| Stored data |

--------

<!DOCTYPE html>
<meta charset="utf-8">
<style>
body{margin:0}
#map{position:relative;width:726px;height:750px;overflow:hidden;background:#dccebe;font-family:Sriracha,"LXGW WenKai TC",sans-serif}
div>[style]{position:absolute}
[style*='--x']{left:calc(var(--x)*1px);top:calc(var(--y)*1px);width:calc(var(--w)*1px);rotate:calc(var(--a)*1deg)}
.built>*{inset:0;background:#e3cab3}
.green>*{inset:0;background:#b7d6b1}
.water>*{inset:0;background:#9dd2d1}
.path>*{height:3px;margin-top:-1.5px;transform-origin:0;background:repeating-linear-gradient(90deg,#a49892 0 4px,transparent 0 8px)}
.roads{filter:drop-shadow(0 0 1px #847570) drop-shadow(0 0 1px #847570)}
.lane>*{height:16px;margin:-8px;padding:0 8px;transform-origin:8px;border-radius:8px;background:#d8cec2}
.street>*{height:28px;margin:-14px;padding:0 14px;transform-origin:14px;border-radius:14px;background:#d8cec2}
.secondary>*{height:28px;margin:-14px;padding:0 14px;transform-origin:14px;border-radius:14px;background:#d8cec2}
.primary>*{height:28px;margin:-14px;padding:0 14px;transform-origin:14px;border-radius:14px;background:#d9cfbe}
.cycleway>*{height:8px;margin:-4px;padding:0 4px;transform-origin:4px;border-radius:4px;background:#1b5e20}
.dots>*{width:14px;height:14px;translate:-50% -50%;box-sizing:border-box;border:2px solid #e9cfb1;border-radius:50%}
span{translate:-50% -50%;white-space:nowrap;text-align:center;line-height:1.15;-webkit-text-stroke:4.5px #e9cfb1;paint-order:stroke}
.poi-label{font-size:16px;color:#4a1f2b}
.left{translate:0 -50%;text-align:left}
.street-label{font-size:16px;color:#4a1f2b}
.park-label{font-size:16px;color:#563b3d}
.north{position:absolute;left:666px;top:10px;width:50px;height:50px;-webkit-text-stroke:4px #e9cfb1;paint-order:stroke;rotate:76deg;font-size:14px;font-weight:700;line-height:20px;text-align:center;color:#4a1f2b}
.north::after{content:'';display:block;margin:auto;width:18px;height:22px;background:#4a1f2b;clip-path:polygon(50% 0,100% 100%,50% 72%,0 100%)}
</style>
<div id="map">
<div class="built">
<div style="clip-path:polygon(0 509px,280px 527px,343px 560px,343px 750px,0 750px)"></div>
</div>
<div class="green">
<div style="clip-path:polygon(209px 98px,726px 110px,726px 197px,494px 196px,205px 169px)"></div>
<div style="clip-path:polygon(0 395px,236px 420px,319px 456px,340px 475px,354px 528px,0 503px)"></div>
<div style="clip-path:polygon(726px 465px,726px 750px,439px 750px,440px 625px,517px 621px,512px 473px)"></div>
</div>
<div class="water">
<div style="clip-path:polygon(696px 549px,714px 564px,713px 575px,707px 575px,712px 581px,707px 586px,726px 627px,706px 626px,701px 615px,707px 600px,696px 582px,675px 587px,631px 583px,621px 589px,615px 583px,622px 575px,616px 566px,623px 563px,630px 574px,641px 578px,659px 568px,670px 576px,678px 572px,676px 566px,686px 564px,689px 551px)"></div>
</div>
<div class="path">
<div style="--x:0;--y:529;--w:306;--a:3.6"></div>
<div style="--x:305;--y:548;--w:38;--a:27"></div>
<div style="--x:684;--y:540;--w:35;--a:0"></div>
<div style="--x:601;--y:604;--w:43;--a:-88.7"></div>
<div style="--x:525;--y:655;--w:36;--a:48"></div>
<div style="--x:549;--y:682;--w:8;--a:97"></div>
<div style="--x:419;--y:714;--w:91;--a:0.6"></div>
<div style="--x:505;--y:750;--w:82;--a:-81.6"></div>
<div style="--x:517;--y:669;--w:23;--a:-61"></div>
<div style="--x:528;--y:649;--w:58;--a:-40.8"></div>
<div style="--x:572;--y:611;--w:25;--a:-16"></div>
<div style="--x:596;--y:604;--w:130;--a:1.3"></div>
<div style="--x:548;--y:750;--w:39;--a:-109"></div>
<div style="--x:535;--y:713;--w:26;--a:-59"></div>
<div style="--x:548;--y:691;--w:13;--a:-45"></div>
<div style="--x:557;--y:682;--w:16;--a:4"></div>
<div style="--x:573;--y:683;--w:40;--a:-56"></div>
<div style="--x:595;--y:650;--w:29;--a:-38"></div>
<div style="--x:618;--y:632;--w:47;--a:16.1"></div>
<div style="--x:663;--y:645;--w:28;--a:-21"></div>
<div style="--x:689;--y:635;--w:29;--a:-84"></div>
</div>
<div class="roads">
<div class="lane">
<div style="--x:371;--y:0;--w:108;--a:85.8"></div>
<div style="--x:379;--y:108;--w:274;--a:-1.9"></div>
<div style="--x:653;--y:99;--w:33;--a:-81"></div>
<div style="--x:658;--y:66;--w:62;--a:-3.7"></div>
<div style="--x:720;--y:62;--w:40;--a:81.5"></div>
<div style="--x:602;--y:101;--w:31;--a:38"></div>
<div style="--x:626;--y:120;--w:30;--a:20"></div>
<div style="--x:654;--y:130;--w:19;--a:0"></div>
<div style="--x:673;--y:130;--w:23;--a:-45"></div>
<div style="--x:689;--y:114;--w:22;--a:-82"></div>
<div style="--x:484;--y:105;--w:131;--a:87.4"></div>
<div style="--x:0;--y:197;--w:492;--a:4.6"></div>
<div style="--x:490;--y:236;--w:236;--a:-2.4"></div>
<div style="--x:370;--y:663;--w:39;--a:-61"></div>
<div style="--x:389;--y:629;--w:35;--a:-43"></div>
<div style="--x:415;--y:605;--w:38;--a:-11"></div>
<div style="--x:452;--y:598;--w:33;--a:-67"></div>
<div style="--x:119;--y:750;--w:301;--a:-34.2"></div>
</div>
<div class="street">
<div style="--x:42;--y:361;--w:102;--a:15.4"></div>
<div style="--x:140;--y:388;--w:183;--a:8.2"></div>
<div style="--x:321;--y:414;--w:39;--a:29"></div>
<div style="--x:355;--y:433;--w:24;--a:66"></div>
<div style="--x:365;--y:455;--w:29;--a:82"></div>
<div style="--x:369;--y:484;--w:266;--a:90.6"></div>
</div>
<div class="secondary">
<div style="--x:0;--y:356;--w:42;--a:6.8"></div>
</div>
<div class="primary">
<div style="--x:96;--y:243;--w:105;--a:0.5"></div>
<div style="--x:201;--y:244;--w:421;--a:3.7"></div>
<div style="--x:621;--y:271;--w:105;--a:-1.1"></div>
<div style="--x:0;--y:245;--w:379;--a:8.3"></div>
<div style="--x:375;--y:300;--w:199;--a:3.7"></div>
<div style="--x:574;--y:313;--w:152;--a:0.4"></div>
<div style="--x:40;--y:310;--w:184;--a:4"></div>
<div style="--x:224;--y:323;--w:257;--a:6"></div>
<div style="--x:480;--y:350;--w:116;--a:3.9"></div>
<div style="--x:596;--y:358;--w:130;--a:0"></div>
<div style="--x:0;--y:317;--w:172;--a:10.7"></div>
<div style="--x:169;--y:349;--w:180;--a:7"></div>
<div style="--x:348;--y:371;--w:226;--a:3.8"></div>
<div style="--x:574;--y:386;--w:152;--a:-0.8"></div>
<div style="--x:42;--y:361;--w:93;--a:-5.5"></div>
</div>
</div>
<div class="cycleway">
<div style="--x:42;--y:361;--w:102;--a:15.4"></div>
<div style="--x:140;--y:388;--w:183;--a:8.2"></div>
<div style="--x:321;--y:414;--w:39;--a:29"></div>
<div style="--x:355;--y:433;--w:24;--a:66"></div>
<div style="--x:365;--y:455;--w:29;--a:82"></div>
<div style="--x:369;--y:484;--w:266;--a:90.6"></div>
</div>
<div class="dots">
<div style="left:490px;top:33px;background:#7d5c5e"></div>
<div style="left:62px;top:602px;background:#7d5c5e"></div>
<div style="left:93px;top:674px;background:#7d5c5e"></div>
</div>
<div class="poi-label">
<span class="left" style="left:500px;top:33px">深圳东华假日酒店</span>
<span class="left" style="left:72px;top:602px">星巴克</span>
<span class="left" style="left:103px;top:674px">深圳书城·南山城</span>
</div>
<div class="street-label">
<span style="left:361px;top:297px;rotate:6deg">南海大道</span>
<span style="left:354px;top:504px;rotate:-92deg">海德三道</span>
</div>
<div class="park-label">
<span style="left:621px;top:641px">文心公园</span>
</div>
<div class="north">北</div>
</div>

--------

| Task description |
Which lines of the data contain "inset"? Copy them all.

| The completed task |
.built>*{inset:0;background:#e3cab3}
.green>*{inset:0;background:#b7d6b1}
.water>*{inset:0;background:#9dd2d1}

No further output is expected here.